**ABOUT THIS TASK:** Find every line in the records below that holds the word "linear", and copy each one.

Stored entries
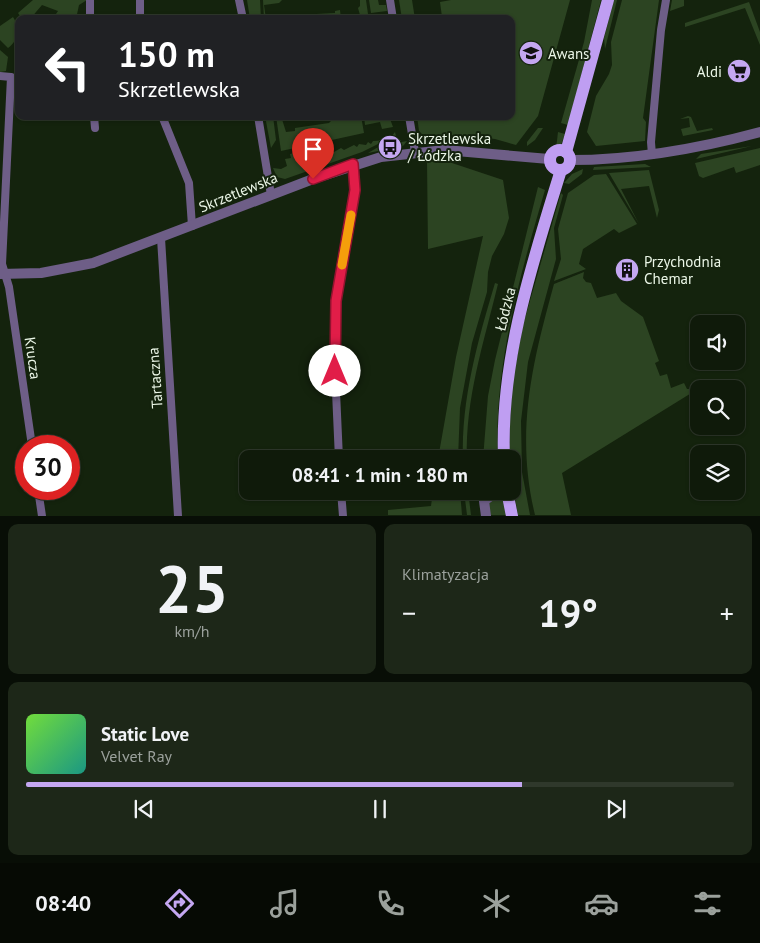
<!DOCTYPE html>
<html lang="pl">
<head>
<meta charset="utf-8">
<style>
	:root { --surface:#0f1a0a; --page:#1d2718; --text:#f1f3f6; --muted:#9ba19c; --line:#2f382b; --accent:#c4a7f1 }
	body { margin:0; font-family:"PT Sans",sans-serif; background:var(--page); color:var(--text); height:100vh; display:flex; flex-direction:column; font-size:19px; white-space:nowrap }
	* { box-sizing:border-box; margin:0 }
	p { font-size:16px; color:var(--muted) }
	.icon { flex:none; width:28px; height:28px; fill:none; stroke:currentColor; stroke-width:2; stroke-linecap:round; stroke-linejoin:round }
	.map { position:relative; height:516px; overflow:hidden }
	.details { display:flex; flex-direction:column; gap:8px; padding:8px; background:#080e06; flex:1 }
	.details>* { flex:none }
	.banner { position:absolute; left:15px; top:15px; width:500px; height:105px; border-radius:10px; box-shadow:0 1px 4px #0004,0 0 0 1px var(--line); background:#202124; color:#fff; overflow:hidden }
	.controls { position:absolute; left:690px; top:315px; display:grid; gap:10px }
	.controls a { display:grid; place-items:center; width:55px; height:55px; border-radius:10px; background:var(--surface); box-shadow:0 1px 4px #0004,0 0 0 1px var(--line); font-size:25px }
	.speed { position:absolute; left:15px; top:435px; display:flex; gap:10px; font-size:25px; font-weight:700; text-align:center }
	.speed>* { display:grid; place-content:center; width:65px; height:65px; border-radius:50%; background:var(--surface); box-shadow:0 1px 4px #0004,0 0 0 1px var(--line); line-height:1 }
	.speed .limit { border:8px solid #d22; background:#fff; color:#111 }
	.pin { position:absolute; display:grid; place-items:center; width:42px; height:42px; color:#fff; margin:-51px -21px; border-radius:50% 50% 50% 0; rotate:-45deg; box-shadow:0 0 5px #0007 }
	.pin .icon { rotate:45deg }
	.me { position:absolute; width:55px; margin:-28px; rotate:0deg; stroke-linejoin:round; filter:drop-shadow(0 0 4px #0008) }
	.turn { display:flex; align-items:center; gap:18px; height:105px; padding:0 20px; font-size:22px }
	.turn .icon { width:65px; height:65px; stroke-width:2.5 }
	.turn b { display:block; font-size:35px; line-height:42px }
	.big { font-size:38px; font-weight:600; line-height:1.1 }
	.details .tile { flex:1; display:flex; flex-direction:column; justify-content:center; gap:8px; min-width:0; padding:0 18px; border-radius:10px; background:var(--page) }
	.details .dial { align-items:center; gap:0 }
	.dial b { font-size:65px; line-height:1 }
	.song { display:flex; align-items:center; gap:15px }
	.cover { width:60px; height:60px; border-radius:8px; background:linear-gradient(135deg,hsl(100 70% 55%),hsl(170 70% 35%)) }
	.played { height:5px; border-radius:2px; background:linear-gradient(90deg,var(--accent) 70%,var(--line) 70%) }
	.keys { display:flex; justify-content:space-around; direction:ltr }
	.heat { display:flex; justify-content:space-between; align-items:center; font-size:28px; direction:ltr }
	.details .tiles { flex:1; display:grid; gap:8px; grid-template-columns:1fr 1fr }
	.tile:last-child { grid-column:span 2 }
	.trip { position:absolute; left:239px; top:450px; width:282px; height:50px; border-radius:10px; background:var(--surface); box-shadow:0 1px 4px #0004,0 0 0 1px var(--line); font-weight:600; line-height:50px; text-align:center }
	.tab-bar { display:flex; height:80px; justify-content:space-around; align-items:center; background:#060a04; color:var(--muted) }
	.tab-bar .icon { width:35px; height:35px }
	.tab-bar .selected { color:var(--accent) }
	.tab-bar b { font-size:22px; color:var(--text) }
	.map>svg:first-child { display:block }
</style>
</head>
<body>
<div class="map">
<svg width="760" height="516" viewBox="0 0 760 516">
	<rect width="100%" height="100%" fill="#14230d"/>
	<g fill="#2c4422">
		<polygon points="33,0 87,0 79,5 76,19 54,17 58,11 42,5 30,19 22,19 18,13"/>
		<polygon points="247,0 260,0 261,19 250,19"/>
		<polygon points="263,0 282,0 279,3 264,5 266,19 264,19"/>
		<polygon points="360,0 366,0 368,14 360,15 358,8 360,6"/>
		<polygon points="369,0 378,0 379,5 386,5 387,11 371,13"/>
		<polygon points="399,0 412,0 415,19 402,19"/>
		<polygon points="451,0 570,0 538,116 516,145 495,139 460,135 426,138 419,131 417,116 511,116 511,19 439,19 442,17 440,2"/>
		<polygon points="592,0 601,0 568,125 561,123 584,42"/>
		<polygon points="614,0 617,0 605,49 604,38"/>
		<polygon points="622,0 659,0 643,118 646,122 645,141 596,146 587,132 596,96 609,74 612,65 611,42"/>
		<polygon points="672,0 684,0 684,6 670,11"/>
		<polygon points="749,2 760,32 760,45 745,8 685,27 685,23"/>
		<polygon points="340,10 341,19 307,19 316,14 335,13 335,11"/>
		<path d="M13,17C20,27 19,40 8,48L0,40V26Z"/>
		<polygon points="0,50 8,57 6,71 0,72"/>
		<polygon points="265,116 273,116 276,140 271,148"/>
		<polygon points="276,116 281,116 286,132 295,131 295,128 329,123 333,119 361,116 364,133 281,151"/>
		<polygon points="364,116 389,116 393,127 382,129 380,122 365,125"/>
		<polygon points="688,116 691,117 697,131 712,128 713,130 683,136 681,129 690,127 689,118 680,119"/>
		<polygon points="538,128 543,128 535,140 527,146 527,142"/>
		<polygon points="395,132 397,140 380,143 362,152 285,179 277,177 273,168 281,169 287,166 285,159 291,158 290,154 304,151 300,157 303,159 305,156 313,157 317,148 322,148 318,153 320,155 322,152 325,154 327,151 334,152 341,148 344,150 354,145 357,147 359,144 366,145 368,142 371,144 373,141 389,140"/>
		<polygon points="558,132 565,134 561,145 556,149"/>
		<polygon points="407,141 403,146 368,153 380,146"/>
		<polygon points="752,146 696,159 701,154"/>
		<polygon points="760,148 760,165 736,173 734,167 703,178 699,176 695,163"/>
		<polygon points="427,161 449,162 503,180 509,218 504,234 492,256 488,272 487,292 472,343 460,408 458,459 438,459 456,357 483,236 428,249"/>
		<polygon points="645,164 651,167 593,170 594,167"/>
		<polygon points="583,169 582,174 569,184 564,183 572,174"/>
		<polygon points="649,170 659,210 657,218 649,186 621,189 639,224 609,173"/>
		<polygon points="606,174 637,224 619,233 614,229 583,249 579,264 586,269 554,281 561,259 558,229 568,193 594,175"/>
		<path d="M538,187L545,190C520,275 493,369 498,459H483L488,396L495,360Z"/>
		<polygon points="561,193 563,195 554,228 556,259 528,362 521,421 522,472 530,515 518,515 513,486 512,459 509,459 511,390 523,325"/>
		<path d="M584,272L583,278L586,282L591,283L597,298L616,293L621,301L643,317L659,361L655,363L660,376L667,374L671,388L684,383L687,389H692L693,392L562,473L571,515H535C515,433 532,364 554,284Z"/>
		<path d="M495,283L498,284C484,342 465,399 467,459H463C461,399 478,340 495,283Z"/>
		<polygon points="433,491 460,491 462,515 388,515 388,510 431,506"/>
		<polygon points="464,491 468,491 471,515 467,515"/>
		<polygon points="485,491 502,491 507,515 488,515"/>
	</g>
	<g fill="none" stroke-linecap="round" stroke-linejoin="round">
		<g stroke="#6e5e87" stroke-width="8">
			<polyline points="90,0 90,19"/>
			<polyline points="239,0 243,19"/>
			<polyline points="390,0 393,19"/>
			<polyline points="140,19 140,0"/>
			<polyline points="0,76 11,77 2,264 9,287 32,446"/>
			<polyline points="94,116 95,128"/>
			<polyline points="162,116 189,183 192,226"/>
			<polyline points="258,116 271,195"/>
			<polyline points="409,116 415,152"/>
			<polyline points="652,155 651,142 661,30 666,0"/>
			<polyline points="161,238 178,516"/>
			<polyline points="339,459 335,369 336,301 355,190 353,164"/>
			<polyline points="38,489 42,516"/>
			<polyline points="341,491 343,516"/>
		</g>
		<g stroke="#6e5e87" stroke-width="10">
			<path d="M570,160C635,160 697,149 760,132"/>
			<polyline points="0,274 41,273 93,263 313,179 381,157 445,150 549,159"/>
			<polyline points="486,516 484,501 495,493 504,491"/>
		</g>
		<g stroke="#bf9ef2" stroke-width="12">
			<circle cx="560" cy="160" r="10"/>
			<polyline points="566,152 608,0"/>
			<path d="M504,459C500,360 532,264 561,170"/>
			<polyline points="507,491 512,516"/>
		</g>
	</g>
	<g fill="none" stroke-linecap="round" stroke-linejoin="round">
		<g stroke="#92132f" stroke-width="12">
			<polyline id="route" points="313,179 353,164 355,190 336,301 335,371"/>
		</g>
		<use href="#route" stroke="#e11d48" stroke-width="9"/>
		<polyline stroke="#f59e0b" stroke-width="9" points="342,265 351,215"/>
	</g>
	<defs>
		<g id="university-disc" transform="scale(1.25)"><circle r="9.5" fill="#c4a7f1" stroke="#14230d"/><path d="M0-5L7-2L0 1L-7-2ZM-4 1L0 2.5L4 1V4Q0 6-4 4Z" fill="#111"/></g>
		<g id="supermarket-disc" transform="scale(1.25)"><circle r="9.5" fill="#c4a7f1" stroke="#14230d"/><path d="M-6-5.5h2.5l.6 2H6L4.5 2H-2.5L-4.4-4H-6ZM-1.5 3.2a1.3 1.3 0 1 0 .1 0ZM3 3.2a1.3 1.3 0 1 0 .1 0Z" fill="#111"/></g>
		<g id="bus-disc" transform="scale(1.25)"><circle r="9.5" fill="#c4a7f1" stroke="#14230d"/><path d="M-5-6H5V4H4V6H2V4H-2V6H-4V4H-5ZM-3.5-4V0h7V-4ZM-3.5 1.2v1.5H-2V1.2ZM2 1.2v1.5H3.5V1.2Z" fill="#111"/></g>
		<g id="building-disc" transform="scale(1.25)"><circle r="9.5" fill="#c4a7f1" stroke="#14230d"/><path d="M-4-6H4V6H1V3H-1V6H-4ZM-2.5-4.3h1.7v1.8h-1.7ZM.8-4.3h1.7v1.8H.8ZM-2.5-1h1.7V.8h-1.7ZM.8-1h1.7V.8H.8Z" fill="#111"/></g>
	</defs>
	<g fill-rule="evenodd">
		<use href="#university-disc" x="531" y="53"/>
		<use href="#supermarket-disc" x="739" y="71"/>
		<use href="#bus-disc" x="390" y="147"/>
		<use href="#building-disc" x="627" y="270"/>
	</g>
	<g text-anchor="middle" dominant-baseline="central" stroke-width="4" stroke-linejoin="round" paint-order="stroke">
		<g font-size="15" fill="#ebf6e7" stroke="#14230d" text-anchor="start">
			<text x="548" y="53">Awans</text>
			<text x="722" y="71" text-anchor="end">Aldi</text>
			<text x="408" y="138">Skrzetlewska<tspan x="408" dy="17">/ Łódzka</tspan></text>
			<text x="644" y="261">Przychodnia<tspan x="644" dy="17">Chemar</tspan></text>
		</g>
		<g font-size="15" fill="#ebf6e7" stroke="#14230d">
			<text transform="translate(238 192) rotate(-22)">Skrzetlewska</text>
			<text transform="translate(505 309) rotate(-76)">Łódzka</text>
			<text transform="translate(33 358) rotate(82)">Krucza</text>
			<text transform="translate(155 378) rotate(-94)">Tartaczna</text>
		</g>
	</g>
</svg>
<div class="controls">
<a><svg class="icon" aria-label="sound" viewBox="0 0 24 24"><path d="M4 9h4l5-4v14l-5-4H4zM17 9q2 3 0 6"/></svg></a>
<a><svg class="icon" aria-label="search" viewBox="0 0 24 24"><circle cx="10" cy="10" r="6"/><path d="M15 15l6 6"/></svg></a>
<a><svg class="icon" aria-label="layers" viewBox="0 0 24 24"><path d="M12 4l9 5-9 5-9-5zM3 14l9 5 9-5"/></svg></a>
</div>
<div class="speed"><div class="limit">30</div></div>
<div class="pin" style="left:313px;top:179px;background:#d93025"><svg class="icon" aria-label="arrive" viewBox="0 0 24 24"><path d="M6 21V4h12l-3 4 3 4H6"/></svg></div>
<svg class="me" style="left:335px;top:371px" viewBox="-20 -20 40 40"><circle r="19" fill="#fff"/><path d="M0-13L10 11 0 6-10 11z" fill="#e11d48"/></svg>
<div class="trip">08:41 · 1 min · 180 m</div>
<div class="banner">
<div class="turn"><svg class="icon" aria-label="left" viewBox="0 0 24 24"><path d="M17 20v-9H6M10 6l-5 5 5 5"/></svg><div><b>150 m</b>Skrzetlewska</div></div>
</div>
</div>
<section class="details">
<div class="tiles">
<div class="tile dial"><b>25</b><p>km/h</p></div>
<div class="tile"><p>Klimatyzacja</p>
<div class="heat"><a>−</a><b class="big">19°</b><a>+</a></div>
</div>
<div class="tile">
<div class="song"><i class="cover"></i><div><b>Static Love</b><p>Velvet Ray</p></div></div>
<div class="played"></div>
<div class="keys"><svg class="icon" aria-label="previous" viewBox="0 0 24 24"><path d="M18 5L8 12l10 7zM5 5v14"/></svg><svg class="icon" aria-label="pause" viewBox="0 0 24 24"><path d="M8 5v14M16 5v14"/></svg><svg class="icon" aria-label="next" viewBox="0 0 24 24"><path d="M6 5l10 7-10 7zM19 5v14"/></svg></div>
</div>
</div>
</section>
<nav class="tab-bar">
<b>08:40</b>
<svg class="icon selected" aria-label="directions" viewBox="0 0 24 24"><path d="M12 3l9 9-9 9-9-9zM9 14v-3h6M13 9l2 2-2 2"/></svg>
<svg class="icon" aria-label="music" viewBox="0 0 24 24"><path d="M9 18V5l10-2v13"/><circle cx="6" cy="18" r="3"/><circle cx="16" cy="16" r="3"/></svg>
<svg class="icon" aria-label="phone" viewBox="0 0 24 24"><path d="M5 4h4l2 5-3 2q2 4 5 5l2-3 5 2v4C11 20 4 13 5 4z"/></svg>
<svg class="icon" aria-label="climate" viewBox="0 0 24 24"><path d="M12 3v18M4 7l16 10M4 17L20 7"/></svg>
<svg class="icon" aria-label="car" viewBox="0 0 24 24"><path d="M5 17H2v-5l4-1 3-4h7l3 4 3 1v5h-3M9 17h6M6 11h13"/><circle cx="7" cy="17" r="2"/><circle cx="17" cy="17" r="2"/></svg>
<svg class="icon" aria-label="filters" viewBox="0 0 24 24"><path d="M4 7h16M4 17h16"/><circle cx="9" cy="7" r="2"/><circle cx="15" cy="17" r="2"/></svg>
</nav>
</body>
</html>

**ANSWER SECTION:**
	.cover { width:60px; height:60px; border-radius:8px; background:linear-gradient(135deg,hsl(100 70% 55%),hsl(170 70% 35%)) }
	.played { height:5px; border-radius:2px; background:linear-gradient(90deg,var(--accent) 70%,var(--line) 70%) }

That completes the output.